Um bom DJ cria climas envolventes, mas os que se destacam o fazem através de uma personagem intrigante e os melhores entre eles são extremamente cativantes. Essas são camadas que formam uma personalidade como a de Helena Hauff: tão franca quanto divertida, assim como os sets que conciliam com graça e muita potência as sonoridades mais abrasivas da eletrônica com uma malemolência dançante irresistível pelos quais ganhou notoriedade. E ela é assim mesmo: uma síntese de forças aparentemente contrárias que se diverte em revelar como imensamente afins, embora sempre carregando uma surpresa ou outra em tudo que toca, fala, faz e mesmo canta.

Exato: canta! Sensações díspares, como surpresa e reconforto nos tomam quando notamos nossa seletora hamburguesa technogótica predileta, além de criar e concatenar grooves corrosivos, também nos agracia com sua voz esfumaçada. As faixas em muito evocam o  lamentos intensos nos vocais unidos às camadas densas de guitarras que usualmente são associados ao shoegaze e ao post-rock e, se atentarmos a esses componentes, possuem muita afinidade com a sonoridade pela qual já a conhecemos.

O Children of Leir é uma banda originalmente de Leicester, cidade do centro-leste da Inglaterra famosa por muito pouca coisa além de ser a sede do campeão de 2016 da Premier League de futebol, casa do primeiro time feminino do país e locus origins do inglês moderno. A banda, cuja sonoridade eles mesmos definem como “motorik-driven, mystyical-horror infuenced, psychedelic folk pop” originalmente era formada por dois integrantes, Gregg and Stuart e a entrada de Helena se deu após uma bela noite no Golden Pudel, instituição anárquica noturna de Hamburgo onde ela iniciou sua residência.

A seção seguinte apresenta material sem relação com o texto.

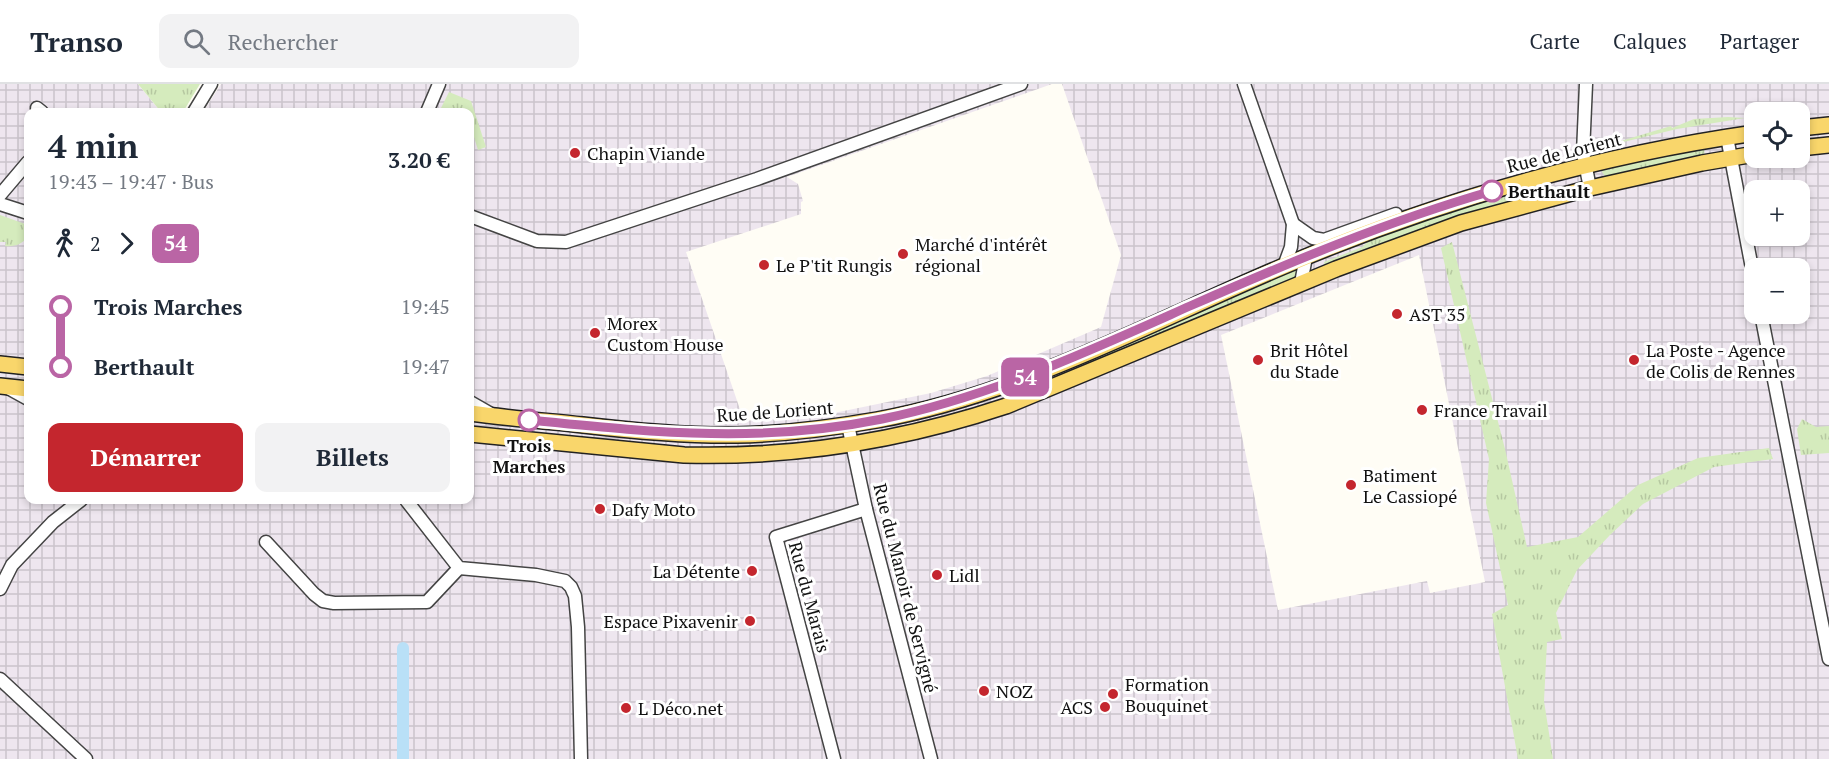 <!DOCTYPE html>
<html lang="fr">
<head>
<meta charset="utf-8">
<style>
	:root { --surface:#fff; --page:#f2f2f3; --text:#1f2937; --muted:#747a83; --line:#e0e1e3; --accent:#c4262e }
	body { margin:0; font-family:"PT Serif",serif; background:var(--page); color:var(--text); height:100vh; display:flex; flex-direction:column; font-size:22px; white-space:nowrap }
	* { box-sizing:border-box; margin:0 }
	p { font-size:20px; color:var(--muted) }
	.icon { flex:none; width:33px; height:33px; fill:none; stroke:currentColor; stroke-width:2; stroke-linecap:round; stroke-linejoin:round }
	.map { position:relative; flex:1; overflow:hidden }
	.details { position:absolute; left:24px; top:24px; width:450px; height:396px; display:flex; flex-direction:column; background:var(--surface); border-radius:12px; box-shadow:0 3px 9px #0003 }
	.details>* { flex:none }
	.badge { padding:0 12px; border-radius:9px; font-size:21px; line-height:39px }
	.fabs { position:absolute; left:1744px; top:18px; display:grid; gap:12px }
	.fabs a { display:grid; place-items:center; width:66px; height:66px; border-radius:12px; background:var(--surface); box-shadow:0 3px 9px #0003; font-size:30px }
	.map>.badge { position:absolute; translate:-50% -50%; box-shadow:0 0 0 3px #fff }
	.legs { display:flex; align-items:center; gap:9px; height:66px; padding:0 24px; font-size:20px }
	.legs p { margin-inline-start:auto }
	.head { display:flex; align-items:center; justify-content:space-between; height:102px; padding:0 24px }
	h1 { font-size:33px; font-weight:600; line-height:45px }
	.action { display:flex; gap:12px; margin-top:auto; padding:12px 24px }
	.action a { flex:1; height:69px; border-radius:12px; background:var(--accent); color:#fff; font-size:24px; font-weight:600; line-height:69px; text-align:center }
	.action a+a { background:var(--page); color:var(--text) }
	ul { padding:0 24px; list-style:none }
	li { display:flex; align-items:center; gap:21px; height:60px; font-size:22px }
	li i { display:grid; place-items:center; width:9px; height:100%; margin:0 8px; background:currentColor }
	li i::after { content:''; width:15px; height:15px; margin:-8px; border:4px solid; border-radius:50%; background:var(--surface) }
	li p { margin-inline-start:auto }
	li:first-child i { background:linear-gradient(#0000 50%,currentColor 0) }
	li:last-child i { background:linear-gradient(currentColor 50%,#0000 0) }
	header { display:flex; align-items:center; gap:36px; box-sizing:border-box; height:84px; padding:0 30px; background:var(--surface); border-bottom:2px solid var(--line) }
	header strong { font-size:28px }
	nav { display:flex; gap:33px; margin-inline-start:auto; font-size:21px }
	.search { width:420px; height:54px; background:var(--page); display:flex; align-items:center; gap:15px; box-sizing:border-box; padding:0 21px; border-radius:12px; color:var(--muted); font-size:22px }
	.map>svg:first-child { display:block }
	.industrial { fill:url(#industrial-grid); fill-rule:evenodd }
	.grass { fill:url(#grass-tufts) }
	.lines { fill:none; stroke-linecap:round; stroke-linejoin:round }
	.canal { stroke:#b9e0f7; stroke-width:12 }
	.minor-casing { stroke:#444; stroke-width:15 }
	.major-casing { stroke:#222; stroke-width:18 }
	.minor { stroke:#fff; stroke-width:12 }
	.major { stroke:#f9d66b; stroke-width:15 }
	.line-1-casing { stroke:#fff; stroke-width:14 }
	.line-1 { stroke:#ba65a5; stroke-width:9 }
	.poi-dot { fill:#c4262e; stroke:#fff; stroke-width:2 }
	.stop-1-dot { fill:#fff; stroke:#ba65a5; stroke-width:3 }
	.labels { text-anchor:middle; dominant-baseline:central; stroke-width:6; stroke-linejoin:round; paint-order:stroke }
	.street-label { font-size:18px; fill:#111; stroke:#fff }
	.poi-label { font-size:18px; fill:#111; stroke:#fff; text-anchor:start }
	.stop-label { font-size:18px; font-weight:bold; fill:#111; stroke:#fff; text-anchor:start }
</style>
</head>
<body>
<header>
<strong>Transo</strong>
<div class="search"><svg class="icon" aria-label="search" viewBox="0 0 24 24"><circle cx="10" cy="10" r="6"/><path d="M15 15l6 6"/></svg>Rechercher</div>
<nav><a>Carte</a><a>Calques</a><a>Partager</a></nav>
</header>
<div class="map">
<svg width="1829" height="675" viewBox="0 0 1829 675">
	<defs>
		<pattern id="industrial-grid" width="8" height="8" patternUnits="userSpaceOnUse" patternTransform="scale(1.5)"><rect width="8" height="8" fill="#eee6ef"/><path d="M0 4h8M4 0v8" fill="none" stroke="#cbc4cc"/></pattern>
		<pattern id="grass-tufts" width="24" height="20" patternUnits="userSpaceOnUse" patternTransform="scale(1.5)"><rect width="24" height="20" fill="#d5ebbd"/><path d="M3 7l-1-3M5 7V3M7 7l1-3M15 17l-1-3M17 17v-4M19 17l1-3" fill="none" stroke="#b6c8a1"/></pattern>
	</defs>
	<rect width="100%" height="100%" fill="#fffdf5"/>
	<path class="industrial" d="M0,0h138l23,28h-133v388h442v-388h-267l18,-28h831l-265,93 11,7 5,17 -2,1v12l-115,38 58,169 90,-8 97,-20 56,-17 114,-49 20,-72 -59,-171h767v675h-1829zM1755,28h45v46h-45zM1755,106h45v46h-45zM1419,171l66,327 -55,11 -3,-12 -149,29 -57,-275zM1755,184h45v46h-45z"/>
	<g class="grass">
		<path d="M138,0h62l-17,28h-22z"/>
		<path d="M449,8l22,9 15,46 -8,3 -8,-26v-12h-31z"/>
		<path d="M1728,33l17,1 -68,11 -70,17 5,-5 2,2 57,-17 1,2 22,-9z"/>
		<path d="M1704,64l1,9 -98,19h-2l-3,-4 2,-5z"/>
		<path d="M1534,101l3,9 -212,73 -1,-5 38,-15 10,-9 42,-16z"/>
		<path d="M0,131l28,10v12c-6,7 -13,10 -23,9l1,-4h-6z"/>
		<path d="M1452,158l53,207 22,98 51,-10 60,-52 60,-27 71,-10 4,11 -59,8 -71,37 -33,31 -33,35 -21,43 6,26 -15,3 -3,59 9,58h-35l-26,-145 16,-9 -22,-102 3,-44 -48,-211z"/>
		<path d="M1301,182l-3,13 -211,86 -3,-4z"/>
		<path d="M1802,335l14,8 13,-1v27l-28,2 -4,-26z"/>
	</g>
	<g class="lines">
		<path class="canal" d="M403,564v111"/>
		<g class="minor-casing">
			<g id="minor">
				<path d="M1244,0l49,140 -2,23 -7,19"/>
				<path d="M1586,0l-3,69 7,35"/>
				<path d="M37,24l5,4"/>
				<path d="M194,28l17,-28"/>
				<path d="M427,28l12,-28"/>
				<path d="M1727,53l28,147"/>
				<path d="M0,111l28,-33"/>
				<path d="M0,120l28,9"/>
				<path d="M470,132l67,25 29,1 191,-63 264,-95"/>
				<path d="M1293,140l20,14 11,2 72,-26"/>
				<path d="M1301,199l5,-26"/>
				<path d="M1761,230l68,345"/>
				<path d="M8,304l20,11"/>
				<path d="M470,318l21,12"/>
				<path d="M848,341l18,84 65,250"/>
				<path d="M406,416l53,68 77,7 29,6 6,6 4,9 3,31 3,132"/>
				<path d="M266,458l48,52 9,7 11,2 93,-1 32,-34"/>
				<path d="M0,505l12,-24 41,-43 28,-22"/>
				<path d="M0,595l86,80"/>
				<path d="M834,675l-58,-222 90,-28"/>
			</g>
		</g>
		<g class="major-casing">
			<g id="major">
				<path d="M1800,44l29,-3"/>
				<path d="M1800,64l29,-3"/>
				<path d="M0,280l28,3"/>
				<path d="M0,302l28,3"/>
				<path d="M470,329c37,5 75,8 113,12 51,6 102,11 154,10 47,-1 94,-7 140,-15 144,-26 274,-98 407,-154 151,-64 309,-110 471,-133"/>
				<path d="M470,350l214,21c110,3 217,-14 322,-49l330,-137 125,-46 129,-35 112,-25 53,-9"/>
			</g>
		</g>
		<use href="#minor" class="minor"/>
		<use href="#major" class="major"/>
	</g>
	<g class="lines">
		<g class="line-1-casing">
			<path id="line-1" d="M529,336c122,12 230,24 353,-1 108,-22 207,-68 308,-113 98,-43 198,-85 302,-115"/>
		</g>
		<use href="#line-1" class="line-1"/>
	</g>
	<g class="poi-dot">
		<circle cx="575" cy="69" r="6"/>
		<circle cx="903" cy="170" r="6"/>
		<circle cx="764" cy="181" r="6"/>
		<circle cx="1397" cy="230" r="6"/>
		<circle cx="595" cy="249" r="6"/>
		<circle cx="1258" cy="276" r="6"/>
		<circle cx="1634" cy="276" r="6"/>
		<circle cx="1422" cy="326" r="6"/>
		<circle cx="1351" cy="401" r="6"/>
		<circle cx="600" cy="425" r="6"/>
		<circle cx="752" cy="487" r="6"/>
		<circle cx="937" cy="491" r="6"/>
		<circle cx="750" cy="537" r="6"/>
		<circle cx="984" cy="607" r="6"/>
		<circle cx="1113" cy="610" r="6"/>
		<circle cx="1105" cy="623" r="6"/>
		<circle cx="626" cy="624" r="6"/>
	</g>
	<g class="stop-1-dot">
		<circle cx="1492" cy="107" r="10"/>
		<circle cx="529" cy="336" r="10"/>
	</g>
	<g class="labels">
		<g class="street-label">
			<text transform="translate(1564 68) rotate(-14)">Rue de Lorient</text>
			<text transform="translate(775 327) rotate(-4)">Rue de Lorient</text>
			<text transform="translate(906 504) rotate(76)">Rue du Manoir de Servigné</text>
			<text transform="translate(810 513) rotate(75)">Rue du Marais</text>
		</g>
		<g class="poi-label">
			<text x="587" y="69">Chapin Viande</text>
			<text x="915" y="160">Marché d'intérêt<tspan x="915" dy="21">régional</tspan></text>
			<text x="776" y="181">Le P'tit Rungis</text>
			<text x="1409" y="230">AST 35</text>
			<text x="607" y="239">Morex<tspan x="607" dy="21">Custom House</tspan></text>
			<text x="1270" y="266">Brit Hôtel<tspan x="1270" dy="21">du Stade</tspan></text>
			<text x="1646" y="266">La Poste - Agence<tspan x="1646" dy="21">de Colis de Rennes</tspan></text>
			<text x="1434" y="326">France Travail</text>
			<text x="1363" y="391">Batiment<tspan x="1363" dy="21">Le Cassiopé</tspan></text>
			<text x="612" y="425">Dafy Moto</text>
			<text x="740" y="487" text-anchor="end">La Détente</text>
			<text x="949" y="491">Lidl</text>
			<text x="738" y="537" text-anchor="end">Espace Pixavenir</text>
			<text x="1125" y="600">Formation<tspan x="1125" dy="21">Bouquinet</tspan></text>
			<text x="996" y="607">NOZ</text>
			<text x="1093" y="623" text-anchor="end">ACS</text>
			<text x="638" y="624">L Déco.net</text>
		</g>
		<g class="stop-label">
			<text x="1508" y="107">Berthault</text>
			<text x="529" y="361" text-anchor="middle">Trois<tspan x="529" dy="21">Marches</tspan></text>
		</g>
	</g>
</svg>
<div class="fabs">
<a><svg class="icon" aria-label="locate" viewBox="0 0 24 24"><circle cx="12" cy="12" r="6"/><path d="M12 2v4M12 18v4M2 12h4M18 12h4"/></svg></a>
<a>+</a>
<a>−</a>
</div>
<b class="badge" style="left:1025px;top:293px;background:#ba65a5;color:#fff">54</b>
<section class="details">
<div class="head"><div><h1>4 min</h1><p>19:43 – 19:47 · Bus</p></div><b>3.20 €</b></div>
<div class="legs"><svg class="icon" aria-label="walk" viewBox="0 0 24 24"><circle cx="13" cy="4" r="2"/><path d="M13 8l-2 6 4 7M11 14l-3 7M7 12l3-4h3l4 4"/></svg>2<svg class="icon" aria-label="forward" viewBox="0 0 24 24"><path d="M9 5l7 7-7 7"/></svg><b class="badge" style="background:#ba65a5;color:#fff">54</b></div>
<ul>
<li><i style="color:#ba65a5"></i><b>Trois Marches</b><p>19:45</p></li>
<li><i style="color:#ba65a5"></i><b>Berthault</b><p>19:47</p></li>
</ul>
<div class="action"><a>Démarrer</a><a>Billets</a></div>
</section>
</div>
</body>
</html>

O primeiro EP é uma coleção de faixas que flertam com o folk e têm na superposição de camadas melódicas e interpolações distorcivas sua principal força motriz, um droninho aqui e acolá bem temperado com a impressionante firmeza do vocal de Helena.  Esta participação também foi aproveitada por ela para iniciar os trabalhos de seu próprio selo, selo Return To Disorder - um nome que remete a um movimento conservador na arte alemã no entre-guerras e inverte o sentido original - e permanece até aqui como a única ocorrência alheia ao universo da eletrônica no catálogo. 

Seja inesperada ou previsível, temos de concordar que quase tudo que Helena Hauff se dispõe a fazer é repleto de humor e uma naïveté bastante sincera ou, no mínimo, muito autêntico e bem-humorado, mas sempre muito bem acompanhado musicalmente.